[Source records]
*****

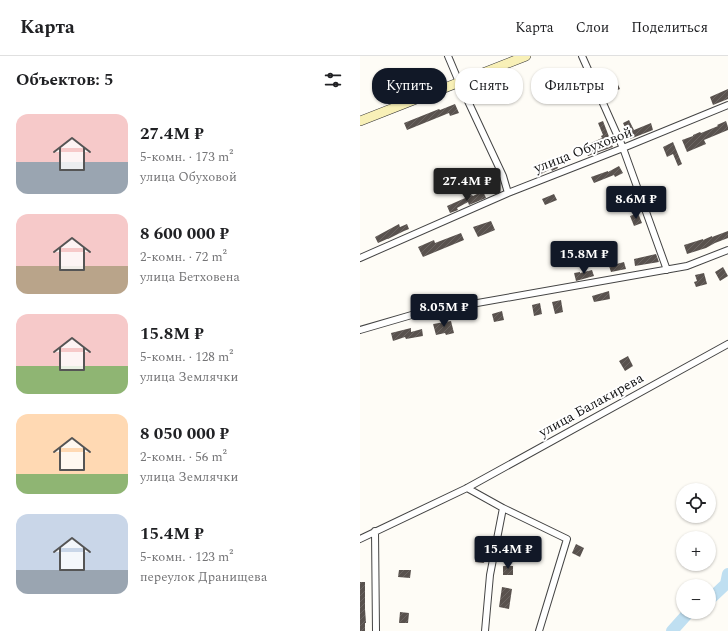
<!DOCTYPE html>
<html lang="ru">
<head>
<meta charset="utf-8">
<style>
	:root { --surface:#fff; --page:#f2f2f2; --text:#202124; --muted:#757577; --line:#e0e0e0; --accent:#111827 }
	body { margin:0; font-family:Spectral,serif; background:var(--page); color:var(--text); height:100vh; display:flex; flex-direction:column; font-size:15px; white-space:nowrap }
	* { box-sizing:border-box; margin:0 }
	p { font-size:13px; color:var(--muted) }
	.icon { flex:none; width:22px; height:22px; fill:none; stroke:currentColor; stroke-width:2; stroke-linecap:round; stroke-linejoin:round }
	.map { position:relative; flex:1; overflow:hidden }
	.details { display:flex; flex-direction:column; background:var(--surface); width:360px }
	.details>* { flex:none }
	.top-card { position:absolute; left:12px; top:12px; width:296px; height:36px; display:flex; gap:8px }
	.fabs { position:absolute; left:316px; top:427px; display:grid; gap:8px }
	.fabs a { display:grid; place-items:center; width:40px; height:40px; border-radius:50%; background:var(--surface); box-shadow:0 1px 3px #0004; font-size:20px }
	.price { position:absolute; translate:-50% -34px; padding:0 9px; border-radius:4px; background:var(--accent); color:#fff; font-size:13px; line-height:26px; filter:drop-shadow(0 1px 2px #0008) }
	.price::after { content:''; position:absolute; left:50%; top:24px; width:12px; height:9px; margin-left:-6px; background:inherit; clip-path:polygon(0 0,100% 0,50% 100%) }
	.price.active { background:#222; color:#fff }
	ul { padding:0; list-style:none }
	li { display:flex; align-items:center; gap:12px; height:100px; padding:0 16px }
	li span { display:grid; place-items:center; flex:none; width:112px; height:80px; border-radius:12px; color:#555 }
	li>.icon { margin-inline-start:auto }
	span .icon { width:48px; height:48px; fill:#fffc; stroke-width:1 }
	li b { font-size:17px }
	h2 { display:flex; justify-content:space-between; align-items:center; height:48px; padding:0 16px; font-size:17px }
	.pill { padding:0 14px; border-radius:16px; background:var(--surface); box-shadow:0 1px 3px #0004; font-size:14px; line-height:36px }
	.pill.active { background:var(--accent); color:#fff }
	header { display:flex; align-items:center; gap:24px; box-sizing:border-box; height:56px; padding:0 20px; background:var(--surface); border-bottom:1px solid var(--line) }
	header strong { font-size:19px }
	nav { display:flex; gap:22px; margin-inline-start:auto; font-size:14px }
	main { display:flex; flex:1; min-height:0 }
	.map>svg:first-child { display:block }
	.lines { fill:none; stroke-linecap:round; stroke-linejoin:round }
	.river { stroke:#bfdff1; stroke-width:12 }
	.building { fill:url(#building-hatch) }
	.street-casing { stroke:#444; stroke-width:8 }
	.secondary-casing { stroke:#333; stroke-width:10 }
	.street { stroke:#fff; stroke-width:6 }
	.secondary { stroke:#f8f0b7; stroke-width:9 }
	.labels { text-anchor:middle; dominant-baseline:central; stroke-width:4; stroke-linejoin:round; paint-order:stroke }
	.street-label { font-size:14px; fill:#111; stroke:#fff }
</style>
</head>
<body>
<header>
<strong>Карта</strong>
<nav><a>Карта</a><a>Слои</a><a>Поделиться</a></nav>
</header>
<main>
<section class="details">
<h2>Объектов: 5<svg class="icon" aria-label="filters" viewBox="0 0 24 24"><path d="M4 7h16M4 17h16"/><circle cx="9" cy="7" r="2"/><circle cx="15" cy="17" r="2"/></svg></h2>
<ul>
<li><span style="background:linear-gradient(#f6c9c9 60%,#9aa5b1 0)"><svg class="icon" aria-label="home" viewBox="0 0 24 24"><path d="M3 11l9-7 9 7M6 9v11h12V9"/></svg></span><div><b>27.4M ₽</b><p>5-комн. · 173 m²</p><p>улица Обуховой</p></div></li>
<li><span style="background:linear-gradient(#f6c9c9 65%,#b9a48a 0)"><svg class="icon" aria-label="home" viewBox="0 0 24 24"><path d="M3 11l9-7 9 7M6 9v11h12V9"/></svg></span><div><b>8 600 000 ₽</b><p>2-комн. · 72 m²</p><p>улица Бетховена</p></div></li>
<li><span style="background:linear-gradient(#f6c9c9 65%,#8fb573 0)"><svg class="icon" aria-label="home" viewBox="0 0 24 24"><path d="M3 11l9-7 9 7M6 9v11h12V9"/></svg></span><div><b>15.8M ₽</b><p>5-комн. · 128 m²</p><p>улица Землячки</p></div></li>
<li><span style="background:linear-gradient(#ffd9b3 75%,#8fb573 0)"><svg class="icon" aria-label="home" viewBox="0 0 24 24"><path d="M3 11l9-7 9 7M6 9v11h12V9"/></svg></span><div><b>8 050 000 ₽</b><p>2-комн. · 56 m²</p><p>улица Землячки</p></div></li>
<li><span style="background:linear-gradient(#c9d6e8 70%,#9aa5b1 0)"><svg class="icon" aria-label="home" viewBox="0 0 24 24"><path d="M3 11l9-7 9 7M6 9v11h12V9"/></svg></span><div><b>15.4M ₽</b><p>5-комн. · 123 m²</p><p>переулок Дранищева</p></div></li>
</ul>
</section>
<div class="map">
<svg width="368" height="575" viewBox="0 0 368 575">
	<defs>
		<pattern id="building-hatch" width="6" height="6" patternUnits="userSpaceOnUse"><rect width="6" height="6" fill="#59524e"/><path d="M-1 1l2-2M0 6l6-6M5 7l2-2" fill="none" stroke="#6c6663"/></pattern>
	</defs>
	<rect width="100%" height="100%" fill="#fefcf6"/>
	<g class="lines">
		<path class="river" d="M349 544 366 528 368 518
			M312 575 329 556"/>
	</g>
	<path class="building" d="M153 22 157 30 136 38 133 32 138 30 137 28Z
		M256 24 260 33 250 37 247 28Z
		M368 33V43L353 49 350 41Z
		M95 48 99 57 90 60 89 57 47 74 44 67 79 53 80 54Z
		M269 64 274 74 291 67 293 74 270 83 263 67Z
		M243 65 253 91 228 100 225 93 232 90 231 87 242 82 241 80 243 79 238 67Z
		M366 65 368 71V74L344 84 346 88 327 96 322 84 333 80V79L340 76 341 77 358 70 357 69Z
		M313 86 322 108 318 110 313 98 307 101 303 91Z
		M195 104 198 112 192 115 191 113 181 118 177 108 184 105 185 107Z
		M259 110 263 117 255 121 254 119 234 127 231 121 248 115V116Z
		M126 117 129 126 121 129 118 120Z
		M123 135 126 142 109 149 108 146 97 152 98 154 90 157 87 150 112 139 113 140Z
		M194 138 197 144 185 149 182 143Z
		M278 157 282 167 274 170 270 160Z
		M131 165 135 174 118 181 113 171Z
		M39 168 40 171 47 168 49 173 44 175 28 183H27L18 187 15 181Z
		M368 175V182L355 187 346 192 327 198 324 189 343 183V184L352 180V181Z
		M101 177 104 184 63 201 58 191 74 184 75 187Z
		M296 198 299 206 275 210 274 203Z
		M264 206 266 213 251 216 249 210Z
		M363 211 368 220 360 225 355 216Z
		M232 214 234 220 216 225 214 217 220 216V217Z
		M344 217 347 228 336 231 334 226 337 225 335 219Z
		M249 235 250 243 234 246 232 240Z
		M60 242 61 244 74 242 75 249 66 251V250L58 252 55 244Z
		M201 244 203 256 195 258 192 246Z
		M180 247 182 258 174 260 172 249Z
		M142 255 144 264 134 266 132 258Z
		M91 265 94 277 86 279 85 277 76 279 73 268Z
		M51 272V276L62 273 63 280 46 283 45 281 33 285 31 277Z
		M268 300 273 310 265 315 259 305Z
		M216 488 224 492 220 501 212 497Z
		M118 489 126 490 124 502H125L124 507 115 506Z
		M143 510H153V519H143Z
		M39 514H51L50 522 38 521Z
		M0 526H5V553L6 567H5V575H0Z
		M142 531 152 533 149 553 139 551Z
		M40 556 49 557 48 567H39Z"/>
	<g class="lines">
		<g class="street-casing">
			<path id="street" d="M88 0 99 26 143 120 148 137
				M222 0 263 92 307 214
				M0 202 148 137 263 92 368 49
				M0 274 55 258 327 210 368 194
				M107 432 143 452 130 519 125 575
				M143 452 207 483 179 575
				M15 475 16 575
				M0 483 107 432 368 288"/>
		</g>
		<g class="secondary-casing">
			<path id="secondary" d="M0 65 166 0"/>
		</g>
		<use href="#street" class="street"/>
		<use href="#secondary" class="secondary"/>
	</g>
	<g class="labels">
		<g class="street-label">
			<text transform="translate(223 94) rotate(-21)">улица Обуховой</text>
			<text transform="translate(231 349) rotate(-29)">улица Балакирева</text>
		</g>
	</g>
</svg>
<div class="fabs">
<a><svg class="icon" aria-label="locate" viewBox="0 0 24 24"><circle cx="12" cy="12" r="6"/><path d="M12 2v4M12 18v4M2 12h4M18 12h4"/></svg></a>
<a>+</a>
<a>−</a>
</div>
<b class="price active" style="left:107px;top:146px">27.4M ₽</b>
<b class="price" style="left:276px;top:164px">8.6M ₽</b>
<b class="price" style="left:224px;top:219px">15.8M ₽</b>
<b class="price" style="left:84px;top:272px">8.05M ₽</b>
<b class="price" style="left:148px;top:514px">15.4M ₽</b>
<div class="top-card">
<a class="pill active">Купить</a>
<a class="pill">Снять</a>
<a class="pill">Фильтры</a>
</div>
</div>
</main>
</body>
</html>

*****

* **YOUR GOAL**
Beginning with the first line of the entries above, repeat each line word for word until the line with "position:absolute; translate:-50% -34px;" has been given too. Omit the pictures.

* **RESPONSE AREA**
<!DOCTYPE html>
<html lang="ru">
<head>
<meta charset="utf-8">
<style>
	:root { --surface:#fff; --page:#f2f2f2; --text:#202124; --muted:#757577; --line:#e0e0e0; --accent:#111827 }
	body { margin:0; font-family:Spectral,serif; background:var(--page); color:var(--text); height:100vh; display:flex; flex-direction:column; font-size:15px; white-space:nowrap }
	* { box-sizing:border-box; margin:0 }
	p { font-size:13px; color:var(--muted) }
	.icon { flex:none; width:22px; height:22px; fill:none; stroke:currentColor; stroke-width:2; stroke-linecap:round; stroke-linejoin:round }
	.map { position:relative; flex:1; overflow:hidden }
	.details { display:flex; flex-direction:column; background:var(--surface); width:360px }
	.details>* { flex:none }
	.top-card { position:absolute; left:12px; top:12px; width:296px; height:36px; display:flex; gap:8px }
	.fabs { position:absolute; left:316px; top:427px; display:grid; gap:8px }
	.fabs a { display:grid; place-items:center; width:40px; height:40px; border-radius:50%; background:var(--surface); box-shadow:0 1px 3px #0004; font-size:20px }
	.price { position:absolute; translate:-50% -34px; padding:0 9px; border-radius:4px; background:var(--accent); color:#fff; font-size:13px; line-height:26px; filter:drop-shadow(0 1px 2px #0008) }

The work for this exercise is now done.